Stream Enrich is an application which:
- Reads raw Snowplow events off a stream populated by the Scala Stream Collector
- Validates each raw event
- Enriches each event (e.g. infers the location of the user from his/her IP address)
- Writes the enriched Snowplow event to another stream
This guide covers how to setup Stream Enrich.
Install, run and configure Stream Enrich
Firstly you need to install the Stream Enrich application and get it running. See the Setup documentation for how to do this:
Add any desired Enrichments
Snowplow offers a large number of enrichments that can be used to enhance your events. As of Enrich 1.x.x the order of enrichments is hard-coded and cannot be changed, below table lists available enrichments in order they executed.

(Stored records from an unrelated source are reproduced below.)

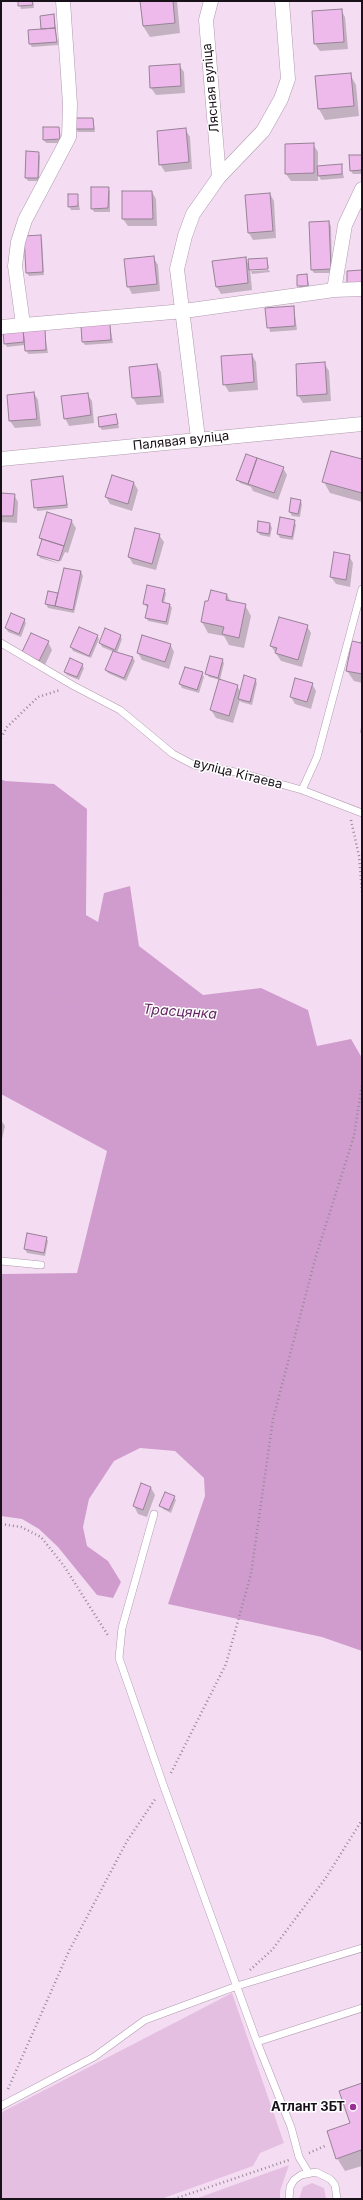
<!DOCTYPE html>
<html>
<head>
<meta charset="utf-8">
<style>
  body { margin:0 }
  #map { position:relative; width:363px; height:2200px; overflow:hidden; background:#f4ddf2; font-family:Inter,sans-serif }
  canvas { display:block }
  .frame { position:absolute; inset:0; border:2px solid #191119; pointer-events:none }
</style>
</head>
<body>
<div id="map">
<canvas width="363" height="2200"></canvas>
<div class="frame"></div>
</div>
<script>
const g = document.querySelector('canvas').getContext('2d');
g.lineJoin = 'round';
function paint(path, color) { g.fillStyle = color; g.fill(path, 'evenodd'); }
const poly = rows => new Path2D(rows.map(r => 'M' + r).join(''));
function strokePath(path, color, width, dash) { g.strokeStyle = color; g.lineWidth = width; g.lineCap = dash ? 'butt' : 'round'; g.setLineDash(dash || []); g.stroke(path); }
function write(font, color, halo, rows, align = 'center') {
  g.font = font + ' Inter,sans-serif'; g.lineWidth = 3; g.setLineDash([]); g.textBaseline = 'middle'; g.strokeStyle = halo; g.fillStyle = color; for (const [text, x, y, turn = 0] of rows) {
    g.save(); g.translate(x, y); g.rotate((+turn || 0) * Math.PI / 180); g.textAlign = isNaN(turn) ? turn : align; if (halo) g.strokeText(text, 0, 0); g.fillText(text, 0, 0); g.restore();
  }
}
paint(poly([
  [232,1993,284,2143,260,2153,253,2166,161,2199,1,2199,1,2114,4,2111],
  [289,2165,280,2191,280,2199,195,2199],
  [312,2183,324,2188,326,2199,299,2199,303,2187]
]), '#e4bfe1');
paint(poly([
  [1,779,5,781,54,784,87,809,86,915,98,922,104,893,130,886,139,946,203,995,261,988,308,1010,317,1046,351,1039,362,1058,362,1651,322,1637,168,1604,205,1496,204,1478,175,1451,140,1448,114,1461,89,1499,83,1527,87,1546,108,1561,121,1582,113,1598,97,1595,58,1547,39,1529,22,1519,1,1516,1,1274,77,1273,107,1151,1,1094]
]), '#d09ccd');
paint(poly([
  [19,1,33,1,34,8,21,9],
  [141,1,177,1,180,33,150,37,143,26],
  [341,10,345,17,348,49,320,51,315,44],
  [54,15,58,45,32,47,30,44,42,30,41,17],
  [179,65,184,72,185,93,156,95,151,88],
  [350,74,356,85,359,116,325,120,319,109,316,77],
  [93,119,95,132,78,132,76,129],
  [59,128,61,143,46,143,44,140],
  [185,129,190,137,192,169,165,172,160,164],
  [313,144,318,152,318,167,341,165,344,178,321,180,318,174,318,181,291,181,286,174],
  [38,153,40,156,39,181,28,181,26,178],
  [362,156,362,174,353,174,351,171],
  [108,188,110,191,110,212,94,212,92,208],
  [123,192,152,192,156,199,157,226,128,226,123,219],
  [270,194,274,201,276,238,253,240,249,233],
  [77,195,80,210,71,210,69,206],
  [329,222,331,226,332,273,314,273,312,270],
  [40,236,42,239,44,275,29,276,27,273],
  [153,257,158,265,160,291,132,294,128,286],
  [245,258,250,267,267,259,269,268,250,269,252,290,221,294,217,287],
  [269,270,270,272,252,274,251,271],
  [307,275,310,289,300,290,298,276],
  [294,307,297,330,270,332,266,309],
  [110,325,113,343,85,345,83,342],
  [44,329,48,353,28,354,25,345,7,347,5,343,4,332],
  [252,355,256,362,258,390,229,392,224,384],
  [324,363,329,371,331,401,303,403,298,395],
  [157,365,161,372,164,403,137,405,133,398,130,368],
  [34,393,38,400,41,426,15,428,10,421,8,396],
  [87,394,92,401,94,423,69,426,65,418],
  [116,415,119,428,102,430,100,427],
  [362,460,362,502,330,493,324,482],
  [283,468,287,475,278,500,253,491,251,487,240,483,238,480],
  [63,477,68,508,37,511,32,481],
  [134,483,138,490,132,511,110,504,106,497],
  [1,494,14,495,18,502,17,523,1,522],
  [300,500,302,504,300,517,292,516,290,512],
  [281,519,294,521,296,525,293,540,280,538,278,534],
  [71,520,76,528,68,553,65,552,61,561,40,554,40,556,60,564,40,558,38,554,42,542,40,538],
  [270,524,272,528,270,537,260,535,258,532],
  [159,535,164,542,156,570,133,564,129,557],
  [349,556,353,563,350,587,336,584,331,577],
  [81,572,83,576,74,613,48,608,46,604,49,592,59,594],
  [164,590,166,593,164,603,170,605,172,608,168,625,148,621,146,617,148,608,144,604],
  [227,595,231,602,245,605,251,616,244,648,229,645,224,636,208,633,202,622,206,602],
  [24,620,26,623,21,637,8,632,6,628],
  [307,626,311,633,302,667,281,661,271,646],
  [105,629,120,636,122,639,117,653,133,658,135,661,126,681,108,673,106,670,114,652,102,647,100,643],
  [97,635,99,639,91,658,73,651,71,647],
  [48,642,52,650,44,667,27,659],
  [170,644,174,652,169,669,142,660,138,653],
  [362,644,362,683,354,681,347,671],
  [222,660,224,663,220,680,209,677,207,674],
  [82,665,84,668,79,680,67,675,65,672],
  [202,673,204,677,199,693,182,688,180,684],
  [255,680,257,683,252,705,241,702,240,700,233,723,216,718,211,710,237,686,241,692],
  [312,684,316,691,311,709,295,704,291,697],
  [362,723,362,735,360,732],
  [1,1120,5,1126,1,1143],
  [46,1238,48,1241,45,1256,27,1253,25,1249],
  [142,1485,151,1488,155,1495,147,1517,138,1514,134,1506],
  [174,1497,176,1500,171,1513,163,1509,161,1506],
  [362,2084,362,2166,345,2171,337,2158,351,2124]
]), '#0003');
strokePath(poly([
  [1,883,18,921,35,994,89,1004,148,1023,219,1024,265,1051,297,1121,341,1179,362,1174]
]), '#cf9ccc', 4.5);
const building = poly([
  [18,1,32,1,33,5,18,6,18,1],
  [140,1,173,1,175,23,143,26,140,1],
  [342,9,344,42,314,44,312,11,342,9],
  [54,14,55,28,41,29,40,16,54,14],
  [55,28,57,42,29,44,28,30,55,28],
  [180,64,181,86,150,88,149,66,180,64],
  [351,73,354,106,318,109,315,76,351,73],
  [75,118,93,118,94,129,75,129,75,118],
  [43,127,59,127,60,139,43,140,43,127],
  [186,128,189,162,159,165,157,131,186,128],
  [314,143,314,173,285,174,285,144,314,143],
  [26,151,39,152,38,178,25,178,26,151],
  [349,155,362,155,362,170,350,171,349,155],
  [342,164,342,174,318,176,317,166,342,164],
  [91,187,109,187,108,208,91,209,91,187],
  [122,191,152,191,153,219,122,219,122,191],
  [270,193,273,231,248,233,245,195,270,193],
  [68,194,78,194,78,206,68,207,68,194],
  [329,221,331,269,311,270,309,222,329,221],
  [41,235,43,272,26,273,24,236,41,235],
  [154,256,157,284,127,287,124,259,154,256],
  [246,257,248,283,216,287,212,261,246,257],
  [267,258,268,269,249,270,248,259,267,258],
  [362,270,362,283,347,283,347,271,362,270],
  [307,274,308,286,297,286,297,275,307,274],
  [294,306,295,326,267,328,265,308,294,306],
  [110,324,111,340,82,342,81,326,110,324],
  [45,328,46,350,25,351,23,329,45,328],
  [23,329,24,342,4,344,3,331,23,329],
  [252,354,254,382,223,385,221,356,252,354],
  [325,362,327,394,297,396,296,364,325,362],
  [157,364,161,396,132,398,129,367,157,364],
  [34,392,37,419,9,421,7,395,34,392],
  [88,393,91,415,64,419,61,396,88,393],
  [116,414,118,424,99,427,98,417,116,414],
  [331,451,362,459,362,493,322,482,331,451],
  [246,454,257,458,248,484,236,480,246,454],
  [257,458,284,467,274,493,248,484,257,458],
  [112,475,134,482,128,504,105,497,112,475],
  [63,476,67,505,34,508,31,480,63,476],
  [1,493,15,494,13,516,1,516,1,493],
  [291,498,301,500,298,514,289,512,291,498],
  [47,512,72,520,64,546,39,538,47,512],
  [280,517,295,520,292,537,277,534,280,517],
  [258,521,270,523,269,534,257,532,258,521],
  [135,528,160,534,152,564,128,557,135,528],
  [42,539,64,546,59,561,37,555,42,539],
  [334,552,350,555,346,580,330,577,334,552],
  [64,568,81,571,73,610,55,606,64,568],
  [147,585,165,589,162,602,170,604,166,622,145,618,148,605,143,604,147,585],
  [211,590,227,594,226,600,246,604,239,638,222,634,224,627,201,622,205,601,208,601,211,590],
  [48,591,58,593,55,606,45,604,48,591],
  [11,613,25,619,19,634,5,628,11,613],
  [279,617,308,625,298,660,275,653,277,648,270,646,279,617],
  [79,627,98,635,89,656,70,647,79,627],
  [105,628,121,635,115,650,99,643,105,628],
  [31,633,49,641,39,661,22,652,31,633],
  [142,635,171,644,165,662,137,653,142,635],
  [362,639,362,674,346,671,352,641,361,643,362,639],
  [113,651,133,657,124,678,105,670,113,651],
  [210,656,223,659,218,678,205,674,210,656],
  [70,658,83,664,77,677,64,672,70,658],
  [185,667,203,672,197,690,179,684,185,667],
  [244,675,256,679,250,702,238,699,244,675],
  [295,678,313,683,307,702,290,697,295,678],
  [219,679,238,685,229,716,210,710,219,679],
  [27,1233,47,1237,44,1253,24,1249,27,1233],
  [141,1483,151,1487,143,1510,133,1506,141,1483],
  [165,1492,175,1496,169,1510,159,1506,165,1492],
  [362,2083,362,2155,361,2150,336,2159,327,2131,350,2123,339,2091,362,2083]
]);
paint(building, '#eebaeb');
strokePath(building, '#978296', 1);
const service = poly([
  [1,643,74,686,120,710,173,754,194,765,241,773,302,790,362,813],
  [302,790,317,757,362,589],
  [1,1261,41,1265],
  [154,1514,122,1628,119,1658,164,1787,257,2042,291,2127,299,2157,308,2172],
  [257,2042,362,2008],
  [1,2106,94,2057,145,2020,237,1986,362,1948],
  [289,2199,290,2187,294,2180,301,2175,316,2172,330,2179,335,2185,337,2199]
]);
const minor = poly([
  [211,1,206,20,219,177],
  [334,290,345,225,362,189],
  [23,324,15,266,18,242,25,220,69,137,70,104,63,1],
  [1,327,184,311,334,290,362,289],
  [198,438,177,269,185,236,193,214,219,177,263,131,281,99,288,79,282,1],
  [1,459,362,424]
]);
strokePath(service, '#af9aae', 8);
strokePath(minor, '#af9aae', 15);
strokePath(poly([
  [1,738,7,727,38,697,60,690],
  [351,820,359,856,362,892],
  [1,1524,21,1527,41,1537,64,1566,109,1637],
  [171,1773,226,1664,251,1574,273,1419,316,1256,354,1136,362,1084],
  [250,1970,272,1950,325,1879,362,1820],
  [8,2089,69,1951,127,1841,156,1798],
  [309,2153,327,2145],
  [174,2199,289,2160]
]), '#988797', 2.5, [1, 3]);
strokePath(service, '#fff', 7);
strokePath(minor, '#fff', 14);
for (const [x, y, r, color] of [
  [353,2107,4,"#963095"]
]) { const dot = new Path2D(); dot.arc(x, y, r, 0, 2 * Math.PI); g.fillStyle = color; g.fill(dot); strokePath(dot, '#fff', 1.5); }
write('13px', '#191119', '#fff', [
  ["Лясная вуліца",211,88,-95],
  ["Палявая вуліца",181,441,-6],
  ["вуліца Кітаева",238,774,14]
]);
write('bold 13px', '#191119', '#fff', [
  ["Атлант ЗБТ",345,2107]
], 'right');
write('italic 14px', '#632762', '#fff', [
  ["Трасцянка",180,1012,4]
]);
</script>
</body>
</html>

|IAB||Use the IAB/ABC International Spiders and Bots List to determine whether an event was produced by a user or a robot/spider based on its’ IP address and user agent.|
|User Agent utils||Deprecated – please consider switching to YAUAA.|
|UA parser||Parse the useragent and attach detailed useragent information to each event.|
|Currency conversion||Convert the values of all transactions to a specified base currency using Open Exchange Rates. To use it, you need an Open Exchange Rates account.|
|Referer parser||Extracts attribution data from referer URLs.|
|Campaign attribution||Choose which querystring parameters will be used to generate the marketing campaign fields. If you do not enable the campaign_attribution enrichment, those fields will not be populated.|
|Event fingerprint||Generate a fingerprint for the event using a hash of client-set fields. Helpful for deduplicating events.|
|Cookie extractor||Specify cookies that you want to extract if found.|
|HTTP Header extractor||Specify headers that you want to extract via a regex pattern, if found each extracted header will be attached to your event.|
|Weather Enrichment||Pull weather information at the location of event taking a place (non-working as of Enrich 1.4.x)|
|YAUAA||Parse and analyze the user agent string of an event and extract as many relevant attributes as possible using YAUAA API.|
|IP lookups||Lookup useful data based on a user’s IP address using the MaxMind database.|
|SQL Query||Perform dimension widening on a Snowplow event via your own internal relational database.|
|API Request||Perform dimension widening on a Snowplow event via your own or third-party proprietary http(s) API.|
|IP anonymization||Anonymize the IP addresses found in the user_ipaddress field by replacing a certain number of octets with “x”s.|
|PII Pseudonymization||Better protect the privacy rights of data subjects by psuedoanonymizing collected data.|
Each enrichment is enabled by configuring a JSON config file (one per enrichment), loading these into DynamoDB and then passing the location of the configs in DynamoDB to stream enrich on running it using the
--enrichments argument as documented.
Sink the enriched data to S3 from Kinesis
Now that you have Stream Enrich running, you should have validated, enriched data being output into a Kinesis stream.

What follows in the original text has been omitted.